### What you have to do
When you find the line with "height:19px; margin:-9.5px; padding:0" among the records below, reproduce it and each line after it exactly, ending with the line with "width:19px; height:19px; translate:-50%".

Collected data
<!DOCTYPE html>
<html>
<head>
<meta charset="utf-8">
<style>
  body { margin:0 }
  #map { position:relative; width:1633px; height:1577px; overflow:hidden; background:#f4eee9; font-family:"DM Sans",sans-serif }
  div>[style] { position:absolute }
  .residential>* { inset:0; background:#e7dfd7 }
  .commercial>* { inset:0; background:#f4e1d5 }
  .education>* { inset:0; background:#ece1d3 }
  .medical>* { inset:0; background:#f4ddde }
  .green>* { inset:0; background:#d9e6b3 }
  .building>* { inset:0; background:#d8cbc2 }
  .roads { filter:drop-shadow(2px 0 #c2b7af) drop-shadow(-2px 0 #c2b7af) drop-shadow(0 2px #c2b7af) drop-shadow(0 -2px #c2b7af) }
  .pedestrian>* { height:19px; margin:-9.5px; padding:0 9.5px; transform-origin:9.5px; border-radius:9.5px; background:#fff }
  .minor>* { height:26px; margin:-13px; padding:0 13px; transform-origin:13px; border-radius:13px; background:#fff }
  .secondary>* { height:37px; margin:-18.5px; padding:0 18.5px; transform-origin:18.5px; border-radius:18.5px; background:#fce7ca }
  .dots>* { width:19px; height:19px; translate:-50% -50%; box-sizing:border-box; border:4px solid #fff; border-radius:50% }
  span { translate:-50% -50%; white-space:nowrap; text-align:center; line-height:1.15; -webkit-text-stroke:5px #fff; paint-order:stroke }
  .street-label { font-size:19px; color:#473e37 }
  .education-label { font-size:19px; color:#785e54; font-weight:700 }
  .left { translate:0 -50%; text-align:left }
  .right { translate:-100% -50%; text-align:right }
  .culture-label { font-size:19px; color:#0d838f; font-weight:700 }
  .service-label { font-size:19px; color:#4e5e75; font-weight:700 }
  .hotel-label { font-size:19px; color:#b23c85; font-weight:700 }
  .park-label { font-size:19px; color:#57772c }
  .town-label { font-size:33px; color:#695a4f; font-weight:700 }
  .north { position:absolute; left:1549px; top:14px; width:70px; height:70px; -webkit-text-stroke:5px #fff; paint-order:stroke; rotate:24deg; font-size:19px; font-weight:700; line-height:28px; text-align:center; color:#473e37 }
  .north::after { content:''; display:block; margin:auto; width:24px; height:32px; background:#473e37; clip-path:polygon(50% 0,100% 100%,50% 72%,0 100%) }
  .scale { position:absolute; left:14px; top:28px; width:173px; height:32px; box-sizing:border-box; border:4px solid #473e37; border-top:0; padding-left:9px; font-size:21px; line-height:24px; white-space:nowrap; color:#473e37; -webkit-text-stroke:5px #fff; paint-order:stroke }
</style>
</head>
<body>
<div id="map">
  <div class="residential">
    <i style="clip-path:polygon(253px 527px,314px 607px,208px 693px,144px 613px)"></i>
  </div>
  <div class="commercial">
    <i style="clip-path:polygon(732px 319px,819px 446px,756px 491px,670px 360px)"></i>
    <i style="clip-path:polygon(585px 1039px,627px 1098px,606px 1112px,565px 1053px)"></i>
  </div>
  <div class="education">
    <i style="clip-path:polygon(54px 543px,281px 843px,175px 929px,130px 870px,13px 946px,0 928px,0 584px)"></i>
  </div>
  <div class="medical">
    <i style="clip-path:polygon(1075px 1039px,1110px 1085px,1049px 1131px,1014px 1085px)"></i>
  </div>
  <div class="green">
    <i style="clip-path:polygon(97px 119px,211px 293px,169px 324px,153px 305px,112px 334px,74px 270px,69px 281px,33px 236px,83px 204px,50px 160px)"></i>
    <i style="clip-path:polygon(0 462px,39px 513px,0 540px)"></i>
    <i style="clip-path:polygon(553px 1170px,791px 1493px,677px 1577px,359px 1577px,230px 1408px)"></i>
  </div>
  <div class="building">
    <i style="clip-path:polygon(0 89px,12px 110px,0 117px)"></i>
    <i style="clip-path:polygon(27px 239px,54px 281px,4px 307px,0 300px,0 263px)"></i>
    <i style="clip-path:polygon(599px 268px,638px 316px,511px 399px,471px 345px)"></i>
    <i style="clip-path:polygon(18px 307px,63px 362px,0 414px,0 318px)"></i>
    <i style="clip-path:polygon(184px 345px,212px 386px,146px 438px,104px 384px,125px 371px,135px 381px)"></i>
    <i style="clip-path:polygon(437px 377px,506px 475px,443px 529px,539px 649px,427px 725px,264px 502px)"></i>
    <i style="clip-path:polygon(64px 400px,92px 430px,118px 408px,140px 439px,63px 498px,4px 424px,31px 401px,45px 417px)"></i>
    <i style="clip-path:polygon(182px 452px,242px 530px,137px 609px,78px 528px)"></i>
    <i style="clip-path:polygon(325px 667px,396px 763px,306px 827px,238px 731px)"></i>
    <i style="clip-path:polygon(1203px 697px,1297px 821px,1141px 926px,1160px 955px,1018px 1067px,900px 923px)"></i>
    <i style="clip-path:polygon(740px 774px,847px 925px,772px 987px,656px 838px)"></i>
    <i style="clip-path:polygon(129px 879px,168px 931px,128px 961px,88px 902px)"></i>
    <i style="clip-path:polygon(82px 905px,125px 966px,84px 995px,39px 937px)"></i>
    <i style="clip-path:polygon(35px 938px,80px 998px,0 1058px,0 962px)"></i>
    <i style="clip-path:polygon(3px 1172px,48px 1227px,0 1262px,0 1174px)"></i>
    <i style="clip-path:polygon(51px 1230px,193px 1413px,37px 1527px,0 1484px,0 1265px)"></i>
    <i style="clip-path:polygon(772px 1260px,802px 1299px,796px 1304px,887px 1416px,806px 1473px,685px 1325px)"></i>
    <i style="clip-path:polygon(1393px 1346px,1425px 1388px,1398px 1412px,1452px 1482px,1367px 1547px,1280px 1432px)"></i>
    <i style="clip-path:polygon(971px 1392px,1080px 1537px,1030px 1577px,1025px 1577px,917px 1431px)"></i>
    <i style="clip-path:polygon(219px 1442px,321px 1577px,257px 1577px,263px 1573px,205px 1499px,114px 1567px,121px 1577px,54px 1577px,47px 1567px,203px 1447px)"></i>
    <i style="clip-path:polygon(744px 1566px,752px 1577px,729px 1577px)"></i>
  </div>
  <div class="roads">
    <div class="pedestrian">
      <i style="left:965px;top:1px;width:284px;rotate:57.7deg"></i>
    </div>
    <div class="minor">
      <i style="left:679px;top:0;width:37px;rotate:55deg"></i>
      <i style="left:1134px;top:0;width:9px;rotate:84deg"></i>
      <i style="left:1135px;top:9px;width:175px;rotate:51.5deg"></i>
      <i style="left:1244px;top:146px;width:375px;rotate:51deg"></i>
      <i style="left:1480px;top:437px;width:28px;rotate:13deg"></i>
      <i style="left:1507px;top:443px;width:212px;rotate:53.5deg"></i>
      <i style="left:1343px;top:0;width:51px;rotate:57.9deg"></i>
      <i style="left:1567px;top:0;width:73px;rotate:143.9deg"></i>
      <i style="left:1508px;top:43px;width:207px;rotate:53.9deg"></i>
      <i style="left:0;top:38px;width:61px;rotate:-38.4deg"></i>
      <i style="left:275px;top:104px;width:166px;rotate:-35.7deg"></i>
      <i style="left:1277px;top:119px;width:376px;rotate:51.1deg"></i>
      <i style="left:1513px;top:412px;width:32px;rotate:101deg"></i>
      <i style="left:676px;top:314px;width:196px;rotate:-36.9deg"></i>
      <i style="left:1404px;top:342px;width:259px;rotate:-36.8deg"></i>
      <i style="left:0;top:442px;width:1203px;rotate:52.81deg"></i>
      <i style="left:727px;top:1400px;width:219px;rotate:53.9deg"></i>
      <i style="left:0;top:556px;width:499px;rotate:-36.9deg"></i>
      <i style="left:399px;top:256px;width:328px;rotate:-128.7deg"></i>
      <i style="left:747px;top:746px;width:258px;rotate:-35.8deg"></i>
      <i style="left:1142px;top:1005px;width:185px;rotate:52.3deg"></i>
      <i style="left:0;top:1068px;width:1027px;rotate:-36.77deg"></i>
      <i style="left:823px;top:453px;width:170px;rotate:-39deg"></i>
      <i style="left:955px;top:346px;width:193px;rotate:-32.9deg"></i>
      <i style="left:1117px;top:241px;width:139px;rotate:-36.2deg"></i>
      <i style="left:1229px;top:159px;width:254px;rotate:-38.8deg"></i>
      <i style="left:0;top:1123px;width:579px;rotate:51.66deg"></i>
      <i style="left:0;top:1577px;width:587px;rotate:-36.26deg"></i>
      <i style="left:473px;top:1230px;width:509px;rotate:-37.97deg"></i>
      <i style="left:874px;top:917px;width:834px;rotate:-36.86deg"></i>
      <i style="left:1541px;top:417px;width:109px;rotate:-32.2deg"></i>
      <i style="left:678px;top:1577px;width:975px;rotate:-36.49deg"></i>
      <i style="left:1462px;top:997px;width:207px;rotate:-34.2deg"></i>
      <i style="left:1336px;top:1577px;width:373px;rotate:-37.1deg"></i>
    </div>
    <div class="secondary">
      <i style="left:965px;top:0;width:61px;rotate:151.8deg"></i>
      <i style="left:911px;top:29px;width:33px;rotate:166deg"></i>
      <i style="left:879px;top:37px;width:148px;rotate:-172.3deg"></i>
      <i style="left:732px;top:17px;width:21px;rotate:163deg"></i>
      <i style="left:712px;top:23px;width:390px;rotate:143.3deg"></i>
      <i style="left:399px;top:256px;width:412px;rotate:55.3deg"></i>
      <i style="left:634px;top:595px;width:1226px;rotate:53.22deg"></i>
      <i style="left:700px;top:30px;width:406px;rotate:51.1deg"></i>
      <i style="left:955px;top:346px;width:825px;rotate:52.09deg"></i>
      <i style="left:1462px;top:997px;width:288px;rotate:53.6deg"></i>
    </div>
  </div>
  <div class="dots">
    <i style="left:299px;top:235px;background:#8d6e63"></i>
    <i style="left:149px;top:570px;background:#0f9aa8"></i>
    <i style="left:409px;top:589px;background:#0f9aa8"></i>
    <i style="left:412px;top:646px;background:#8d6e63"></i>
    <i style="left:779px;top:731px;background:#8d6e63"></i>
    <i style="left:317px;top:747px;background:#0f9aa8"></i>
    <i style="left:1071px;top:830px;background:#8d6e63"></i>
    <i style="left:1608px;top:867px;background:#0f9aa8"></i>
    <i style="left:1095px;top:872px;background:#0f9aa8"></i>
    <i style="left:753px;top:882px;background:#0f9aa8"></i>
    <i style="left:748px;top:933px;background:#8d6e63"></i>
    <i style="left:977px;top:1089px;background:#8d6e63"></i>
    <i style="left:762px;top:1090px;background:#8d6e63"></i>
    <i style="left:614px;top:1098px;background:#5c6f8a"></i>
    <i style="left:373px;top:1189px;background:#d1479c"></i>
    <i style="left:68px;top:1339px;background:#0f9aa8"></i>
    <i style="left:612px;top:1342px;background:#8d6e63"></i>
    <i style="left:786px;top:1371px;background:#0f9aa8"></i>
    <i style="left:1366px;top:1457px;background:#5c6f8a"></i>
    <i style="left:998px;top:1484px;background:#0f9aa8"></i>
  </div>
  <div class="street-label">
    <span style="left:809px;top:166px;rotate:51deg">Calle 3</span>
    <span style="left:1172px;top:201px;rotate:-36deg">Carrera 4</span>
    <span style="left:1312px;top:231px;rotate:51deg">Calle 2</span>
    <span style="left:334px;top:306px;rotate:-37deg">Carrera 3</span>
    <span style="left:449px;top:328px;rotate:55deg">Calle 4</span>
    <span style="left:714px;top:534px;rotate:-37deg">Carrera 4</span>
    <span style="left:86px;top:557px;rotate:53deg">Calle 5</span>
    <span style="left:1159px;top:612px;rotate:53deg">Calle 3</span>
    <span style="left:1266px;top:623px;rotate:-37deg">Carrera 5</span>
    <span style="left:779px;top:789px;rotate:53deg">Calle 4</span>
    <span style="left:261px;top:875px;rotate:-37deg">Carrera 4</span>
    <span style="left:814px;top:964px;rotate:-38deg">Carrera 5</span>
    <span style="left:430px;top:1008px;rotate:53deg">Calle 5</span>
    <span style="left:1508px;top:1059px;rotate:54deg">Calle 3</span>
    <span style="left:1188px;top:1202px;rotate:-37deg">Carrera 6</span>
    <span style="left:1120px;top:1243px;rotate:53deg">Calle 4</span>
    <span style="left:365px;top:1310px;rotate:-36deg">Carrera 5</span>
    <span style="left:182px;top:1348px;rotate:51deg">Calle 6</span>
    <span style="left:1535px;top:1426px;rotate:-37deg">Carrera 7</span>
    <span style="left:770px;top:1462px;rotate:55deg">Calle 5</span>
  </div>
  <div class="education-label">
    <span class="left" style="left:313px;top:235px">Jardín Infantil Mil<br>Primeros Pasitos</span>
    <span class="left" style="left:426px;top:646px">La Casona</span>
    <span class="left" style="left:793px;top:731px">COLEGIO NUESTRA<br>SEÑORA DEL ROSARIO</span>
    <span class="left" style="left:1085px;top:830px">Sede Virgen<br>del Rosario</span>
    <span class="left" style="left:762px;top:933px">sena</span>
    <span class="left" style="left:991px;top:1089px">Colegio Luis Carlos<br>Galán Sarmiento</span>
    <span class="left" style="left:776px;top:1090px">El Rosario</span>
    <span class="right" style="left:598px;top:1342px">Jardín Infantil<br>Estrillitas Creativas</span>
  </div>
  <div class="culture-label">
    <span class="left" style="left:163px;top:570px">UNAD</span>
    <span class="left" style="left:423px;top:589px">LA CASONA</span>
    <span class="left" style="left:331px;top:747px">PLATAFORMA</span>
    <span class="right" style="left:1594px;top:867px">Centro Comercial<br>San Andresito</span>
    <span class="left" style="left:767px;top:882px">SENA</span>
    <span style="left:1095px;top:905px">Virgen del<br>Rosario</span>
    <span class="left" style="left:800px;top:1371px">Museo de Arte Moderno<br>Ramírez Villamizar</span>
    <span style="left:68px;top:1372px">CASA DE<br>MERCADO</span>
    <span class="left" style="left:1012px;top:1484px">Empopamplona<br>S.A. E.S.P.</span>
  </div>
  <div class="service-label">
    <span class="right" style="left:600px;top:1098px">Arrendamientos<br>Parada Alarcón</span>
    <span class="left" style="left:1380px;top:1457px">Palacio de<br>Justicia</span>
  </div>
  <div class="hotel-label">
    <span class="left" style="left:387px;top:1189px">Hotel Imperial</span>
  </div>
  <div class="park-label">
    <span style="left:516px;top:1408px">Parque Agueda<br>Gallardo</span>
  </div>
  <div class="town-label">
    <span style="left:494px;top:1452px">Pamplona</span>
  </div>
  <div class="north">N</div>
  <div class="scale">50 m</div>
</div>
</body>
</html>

### Response to this task
  .pedestrian>* { height:19px; margin:-9.5px; padding:0 9.5px; transform-origin:9.5px; border-radius:9.5px; background:#fff }
  .minor>* { height:26px; margin:-13px; padding:0 13px; transform-origin:13px; border-radius:13px; background:#fff }
  .secondary>* { height:37px; margin:-18.5px; padding:0 18.5px; transform-origin:18.5px; border-radius:18.5px; background:#fce7ca }
  .dots>* { width:19px; height:19px; translate:-50% -50%; box-sizing:border-box; border:4px solid #fff; border-radius:50% }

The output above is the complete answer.